BEGIN

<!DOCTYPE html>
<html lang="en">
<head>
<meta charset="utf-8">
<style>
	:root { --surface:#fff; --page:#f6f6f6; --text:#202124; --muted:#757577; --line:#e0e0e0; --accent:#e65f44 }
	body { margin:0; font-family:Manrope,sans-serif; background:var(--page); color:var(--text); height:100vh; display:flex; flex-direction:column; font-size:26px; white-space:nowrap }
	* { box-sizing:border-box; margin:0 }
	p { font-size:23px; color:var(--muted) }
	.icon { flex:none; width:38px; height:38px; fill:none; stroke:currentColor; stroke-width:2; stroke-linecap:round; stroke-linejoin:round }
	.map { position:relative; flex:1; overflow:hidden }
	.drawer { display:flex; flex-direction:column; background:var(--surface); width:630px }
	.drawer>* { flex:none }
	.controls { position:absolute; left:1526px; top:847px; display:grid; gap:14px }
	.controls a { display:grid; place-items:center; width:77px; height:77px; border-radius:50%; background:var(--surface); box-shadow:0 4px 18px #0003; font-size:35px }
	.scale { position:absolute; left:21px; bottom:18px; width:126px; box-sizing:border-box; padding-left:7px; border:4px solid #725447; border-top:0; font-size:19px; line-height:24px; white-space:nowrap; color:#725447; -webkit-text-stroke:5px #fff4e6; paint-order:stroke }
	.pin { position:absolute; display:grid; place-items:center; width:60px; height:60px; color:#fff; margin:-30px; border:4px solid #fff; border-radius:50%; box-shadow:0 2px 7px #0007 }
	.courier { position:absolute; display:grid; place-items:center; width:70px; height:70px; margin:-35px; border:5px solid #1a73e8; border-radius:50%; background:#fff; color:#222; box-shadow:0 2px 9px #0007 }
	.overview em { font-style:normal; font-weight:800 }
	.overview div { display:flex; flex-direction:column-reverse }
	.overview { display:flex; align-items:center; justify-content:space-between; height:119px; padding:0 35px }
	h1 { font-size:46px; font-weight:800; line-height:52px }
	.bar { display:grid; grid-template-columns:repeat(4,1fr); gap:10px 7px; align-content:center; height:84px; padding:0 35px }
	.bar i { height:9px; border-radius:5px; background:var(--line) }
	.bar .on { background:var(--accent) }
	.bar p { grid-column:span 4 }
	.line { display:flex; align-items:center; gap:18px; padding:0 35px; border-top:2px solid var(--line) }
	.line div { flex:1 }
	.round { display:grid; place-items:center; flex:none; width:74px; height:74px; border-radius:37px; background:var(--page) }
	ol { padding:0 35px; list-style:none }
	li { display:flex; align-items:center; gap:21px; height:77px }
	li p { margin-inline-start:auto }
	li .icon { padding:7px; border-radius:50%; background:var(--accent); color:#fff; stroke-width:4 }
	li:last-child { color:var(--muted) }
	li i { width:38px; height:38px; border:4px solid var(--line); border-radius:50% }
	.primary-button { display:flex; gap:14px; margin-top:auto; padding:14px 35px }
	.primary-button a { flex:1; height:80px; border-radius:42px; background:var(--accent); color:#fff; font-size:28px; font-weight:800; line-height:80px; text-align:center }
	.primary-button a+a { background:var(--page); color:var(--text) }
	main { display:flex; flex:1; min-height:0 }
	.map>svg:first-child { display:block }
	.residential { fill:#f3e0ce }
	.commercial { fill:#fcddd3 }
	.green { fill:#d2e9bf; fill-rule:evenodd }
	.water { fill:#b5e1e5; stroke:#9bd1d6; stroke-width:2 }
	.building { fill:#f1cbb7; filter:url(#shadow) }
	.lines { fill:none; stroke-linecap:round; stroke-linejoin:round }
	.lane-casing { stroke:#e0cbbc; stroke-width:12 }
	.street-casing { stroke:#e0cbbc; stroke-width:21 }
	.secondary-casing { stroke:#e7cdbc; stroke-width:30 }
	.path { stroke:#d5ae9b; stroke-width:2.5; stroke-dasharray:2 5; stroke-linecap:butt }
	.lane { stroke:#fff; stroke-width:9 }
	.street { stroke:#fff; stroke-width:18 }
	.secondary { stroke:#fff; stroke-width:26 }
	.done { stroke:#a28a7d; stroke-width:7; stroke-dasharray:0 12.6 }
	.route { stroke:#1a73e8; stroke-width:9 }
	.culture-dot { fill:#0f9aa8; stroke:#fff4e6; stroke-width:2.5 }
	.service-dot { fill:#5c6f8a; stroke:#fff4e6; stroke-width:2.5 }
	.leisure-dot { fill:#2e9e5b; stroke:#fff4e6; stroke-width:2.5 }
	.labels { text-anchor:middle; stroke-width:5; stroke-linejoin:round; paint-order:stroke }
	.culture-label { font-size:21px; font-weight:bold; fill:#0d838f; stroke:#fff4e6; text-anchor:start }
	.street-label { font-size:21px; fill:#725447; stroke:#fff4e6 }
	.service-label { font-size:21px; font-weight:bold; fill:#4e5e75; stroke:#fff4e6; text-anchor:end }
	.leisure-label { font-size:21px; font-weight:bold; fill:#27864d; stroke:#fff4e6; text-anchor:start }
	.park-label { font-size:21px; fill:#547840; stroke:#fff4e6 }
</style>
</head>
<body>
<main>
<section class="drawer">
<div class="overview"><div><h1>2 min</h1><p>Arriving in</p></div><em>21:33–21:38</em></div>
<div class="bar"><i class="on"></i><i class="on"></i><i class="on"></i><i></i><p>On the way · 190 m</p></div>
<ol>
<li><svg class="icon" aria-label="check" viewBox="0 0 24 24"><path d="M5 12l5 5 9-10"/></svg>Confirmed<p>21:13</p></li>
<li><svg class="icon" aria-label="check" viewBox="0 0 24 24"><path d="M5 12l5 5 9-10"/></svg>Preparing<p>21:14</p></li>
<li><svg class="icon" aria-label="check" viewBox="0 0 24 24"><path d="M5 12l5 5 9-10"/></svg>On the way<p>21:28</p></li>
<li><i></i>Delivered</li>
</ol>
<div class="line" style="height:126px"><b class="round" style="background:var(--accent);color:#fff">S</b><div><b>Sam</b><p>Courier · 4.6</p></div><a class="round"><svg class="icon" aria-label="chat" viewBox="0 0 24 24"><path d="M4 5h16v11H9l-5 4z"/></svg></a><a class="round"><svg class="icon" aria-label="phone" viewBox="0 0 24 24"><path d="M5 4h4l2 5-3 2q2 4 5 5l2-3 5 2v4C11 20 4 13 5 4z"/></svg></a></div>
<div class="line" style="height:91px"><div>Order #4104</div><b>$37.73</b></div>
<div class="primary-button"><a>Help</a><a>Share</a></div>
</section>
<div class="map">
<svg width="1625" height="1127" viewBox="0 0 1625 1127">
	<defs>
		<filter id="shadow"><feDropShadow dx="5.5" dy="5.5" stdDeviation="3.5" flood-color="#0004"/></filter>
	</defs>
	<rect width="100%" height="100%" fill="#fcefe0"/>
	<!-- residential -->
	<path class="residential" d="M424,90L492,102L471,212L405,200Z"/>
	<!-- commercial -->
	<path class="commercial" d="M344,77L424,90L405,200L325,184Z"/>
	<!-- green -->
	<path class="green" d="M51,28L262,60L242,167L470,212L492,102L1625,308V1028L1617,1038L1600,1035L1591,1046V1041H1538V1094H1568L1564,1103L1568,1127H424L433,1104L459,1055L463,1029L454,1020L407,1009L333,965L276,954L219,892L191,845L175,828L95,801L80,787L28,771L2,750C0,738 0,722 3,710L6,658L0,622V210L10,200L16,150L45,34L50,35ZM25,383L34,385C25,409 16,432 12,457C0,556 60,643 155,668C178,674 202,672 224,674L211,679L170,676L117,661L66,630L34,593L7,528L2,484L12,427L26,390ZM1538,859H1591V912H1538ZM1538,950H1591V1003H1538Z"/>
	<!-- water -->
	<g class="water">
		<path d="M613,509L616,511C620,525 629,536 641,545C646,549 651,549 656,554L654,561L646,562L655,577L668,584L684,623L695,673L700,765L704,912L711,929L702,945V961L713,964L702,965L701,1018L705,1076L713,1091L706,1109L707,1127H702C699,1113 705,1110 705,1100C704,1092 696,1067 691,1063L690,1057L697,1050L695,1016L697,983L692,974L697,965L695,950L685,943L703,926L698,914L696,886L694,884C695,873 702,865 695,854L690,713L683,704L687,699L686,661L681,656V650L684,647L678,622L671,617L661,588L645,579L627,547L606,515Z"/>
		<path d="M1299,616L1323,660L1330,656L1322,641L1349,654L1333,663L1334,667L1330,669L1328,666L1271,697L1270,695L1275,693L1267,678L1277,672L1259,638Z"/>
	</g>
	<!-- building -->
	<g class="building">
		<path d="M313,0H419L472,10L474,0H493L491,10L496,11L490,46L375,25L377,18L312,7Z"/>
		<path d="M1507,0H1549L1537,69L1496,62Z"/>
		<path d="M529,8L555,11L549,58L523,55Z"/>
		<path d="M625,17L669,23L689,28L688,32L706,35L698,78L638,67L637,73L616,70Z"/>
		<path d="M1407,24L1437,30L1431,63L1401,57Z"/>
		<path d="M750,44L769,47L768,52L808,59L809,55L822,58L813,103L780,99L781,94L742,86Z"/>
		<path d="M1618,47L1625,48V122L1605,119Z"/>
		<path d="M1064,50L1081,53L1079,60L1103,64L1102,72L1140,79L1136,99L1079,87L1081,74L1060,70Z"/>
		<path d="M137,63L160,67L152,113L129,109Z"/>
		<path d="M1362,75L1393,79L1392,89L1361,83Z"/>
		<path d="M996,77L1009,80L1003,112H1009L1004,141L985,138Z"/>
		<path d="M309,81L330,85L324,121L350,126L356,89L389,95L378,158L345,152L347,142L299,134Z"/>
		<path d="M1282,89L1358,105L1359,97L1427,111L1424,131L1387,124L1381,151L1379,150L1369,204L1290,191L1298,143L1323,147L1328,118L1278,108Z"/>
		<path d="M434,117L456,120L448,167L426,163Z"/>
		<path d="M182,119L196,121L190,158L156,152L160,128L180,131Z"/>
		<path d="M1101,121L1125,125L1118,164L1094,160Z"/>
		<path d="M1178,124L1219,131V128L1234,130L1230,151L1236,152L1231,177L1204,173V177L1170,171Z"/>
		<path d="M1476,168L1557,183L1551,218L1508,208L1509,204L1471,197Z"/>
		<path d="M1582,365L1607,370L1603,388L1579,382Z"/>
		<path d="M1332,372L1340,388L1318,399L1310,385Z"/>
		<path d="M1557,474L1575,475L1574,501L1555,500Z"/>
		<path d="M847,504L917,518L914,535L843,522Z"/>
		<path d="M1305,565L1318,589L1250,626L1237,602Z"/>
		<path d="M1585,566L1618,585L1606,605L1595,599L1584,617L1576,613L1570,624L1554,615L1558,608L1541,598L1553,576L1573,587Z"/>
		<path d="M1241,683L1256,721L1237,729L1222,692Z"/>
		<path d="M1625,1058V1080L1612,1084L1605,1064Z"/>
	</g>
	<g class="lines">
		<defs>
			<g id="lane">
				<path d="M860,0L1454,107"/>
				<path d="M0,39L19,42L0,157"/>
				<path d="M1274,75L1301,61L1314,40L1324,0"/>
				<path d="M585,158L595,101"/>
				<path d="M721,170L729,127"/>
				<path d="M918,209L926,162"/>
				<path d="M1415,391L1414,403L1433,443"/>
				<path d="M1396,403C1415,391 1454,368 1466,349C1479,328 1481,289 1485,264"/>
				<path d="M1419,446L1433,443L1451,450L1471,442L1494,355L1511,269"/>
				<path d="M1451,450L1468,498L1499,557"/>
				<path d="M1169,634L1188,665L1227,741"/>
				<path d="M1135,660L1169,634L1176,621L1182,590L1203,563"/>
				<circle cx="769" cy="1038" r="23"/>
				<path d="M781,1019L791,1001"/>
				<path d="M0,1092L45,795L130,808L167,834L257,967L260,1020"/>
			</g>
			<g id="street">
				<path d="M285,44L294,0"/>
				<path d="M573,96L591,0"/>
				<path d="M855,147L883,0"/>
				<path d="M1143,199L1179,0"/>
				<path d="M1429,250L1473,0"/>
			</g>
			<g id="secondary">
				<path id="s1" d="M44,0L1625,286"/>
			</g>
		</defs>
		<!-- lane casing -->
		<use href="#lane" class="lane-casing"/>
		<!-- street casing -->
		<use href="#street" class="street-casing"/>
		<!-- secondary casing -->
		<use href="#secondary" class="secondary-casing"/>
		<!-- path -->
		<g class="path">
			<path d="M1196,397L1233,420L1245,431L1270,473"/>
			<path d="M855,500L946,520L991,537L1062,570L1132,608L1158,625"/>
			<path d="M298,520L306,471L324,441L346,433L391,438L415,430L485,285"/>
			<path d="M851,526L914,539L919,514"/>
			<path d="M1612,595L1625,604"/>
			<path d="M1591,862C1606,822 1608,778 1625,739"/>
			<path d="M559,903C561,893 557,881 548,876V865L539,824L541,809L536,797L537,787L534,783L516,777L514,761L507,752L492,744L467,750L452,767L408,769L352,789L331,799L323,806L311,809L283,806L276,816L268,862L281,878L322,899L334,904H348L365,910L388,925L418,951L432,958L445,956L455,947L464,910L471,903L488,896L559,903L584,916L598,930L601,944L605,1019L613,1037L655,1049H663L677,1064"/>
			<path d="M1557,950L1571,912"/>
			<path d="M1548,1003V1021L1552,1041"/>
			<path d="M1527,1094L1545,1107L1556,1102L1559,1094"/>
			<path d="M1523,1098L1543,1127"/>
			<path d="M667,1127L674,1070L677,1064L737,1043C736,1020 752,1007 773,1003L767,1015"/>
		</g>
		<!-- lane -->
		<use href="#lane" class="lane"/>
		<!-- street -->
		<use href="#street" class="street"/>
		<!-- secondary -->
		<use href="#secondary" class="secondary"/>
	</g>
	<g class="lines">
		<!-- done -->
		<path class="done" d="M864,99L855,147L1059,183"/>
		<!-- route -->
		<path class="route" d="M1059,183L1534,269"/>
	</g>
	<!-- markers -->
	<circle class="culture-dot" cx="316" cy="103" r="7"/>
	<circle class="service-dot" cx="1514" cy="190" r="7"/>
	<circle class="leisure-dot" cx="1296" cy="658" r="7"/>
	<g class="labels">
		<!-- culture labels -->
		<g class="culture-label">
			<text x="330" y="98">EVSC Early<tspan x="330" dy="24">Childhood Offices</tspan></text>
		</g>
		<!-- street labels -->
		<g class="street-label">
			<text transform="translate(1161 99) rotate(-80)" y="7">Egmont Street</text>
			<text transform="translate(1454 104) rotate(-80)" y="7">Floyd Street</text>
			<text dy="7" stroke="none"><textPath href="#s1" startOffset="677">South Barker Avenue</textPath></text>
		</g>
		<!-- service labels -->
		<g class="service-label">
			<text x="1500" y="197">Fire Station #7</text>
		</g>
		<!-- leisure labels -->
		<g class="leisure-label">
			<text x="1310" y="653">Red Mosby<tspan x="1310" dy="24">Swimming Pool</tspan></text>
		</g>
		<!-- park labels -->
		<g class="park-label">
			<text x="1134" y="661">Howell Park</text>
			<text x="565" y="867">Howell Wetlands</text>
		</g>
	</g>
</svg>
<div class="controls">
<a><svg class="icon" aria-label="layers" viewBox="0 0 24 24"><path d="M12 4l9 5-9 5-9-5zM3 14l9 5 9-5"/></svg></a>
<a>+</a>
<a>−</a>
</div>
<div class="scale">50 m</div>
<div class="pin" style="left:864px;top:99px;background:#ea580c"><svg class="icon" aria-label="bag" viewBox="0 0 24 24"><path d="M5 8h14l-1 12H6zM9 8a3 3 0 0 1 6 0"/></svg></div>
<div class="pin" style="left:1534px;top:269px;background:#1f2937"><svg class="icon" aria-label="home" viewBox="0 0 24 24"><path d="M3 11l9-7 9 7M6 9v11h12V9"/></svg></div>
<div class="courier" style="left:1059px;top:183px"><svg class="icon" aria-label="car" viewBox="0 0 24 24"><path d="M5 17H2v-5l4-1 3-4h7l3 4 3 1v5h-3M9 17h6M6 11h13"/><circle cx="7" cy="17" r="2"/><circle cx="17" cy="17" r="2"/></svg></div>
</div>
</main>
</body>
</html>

END

▶ **EXERCISE OBJECTIVE**
Every line above in which the word "white" occurs is to be copied.

▶ **YOUR RESPONSE**
	body { margin:0; font-family:Manrope,sans-serif; background:var(--page); color:var(--text); height:100vh; display:flex; flex-direction:column; font-size:26px; white-space:nowrap }
	.scale { position:absolute; left:21px; bottom:18px; width:126px; box-sizing:border-box; padding-left:7px; border:4px solid #725447; border-top:0; font-size:19px; line-height:24px; white-space:nowrap; color:#725447; -webkit-text-stroke:5px #fff4e6; paint-order:stroke }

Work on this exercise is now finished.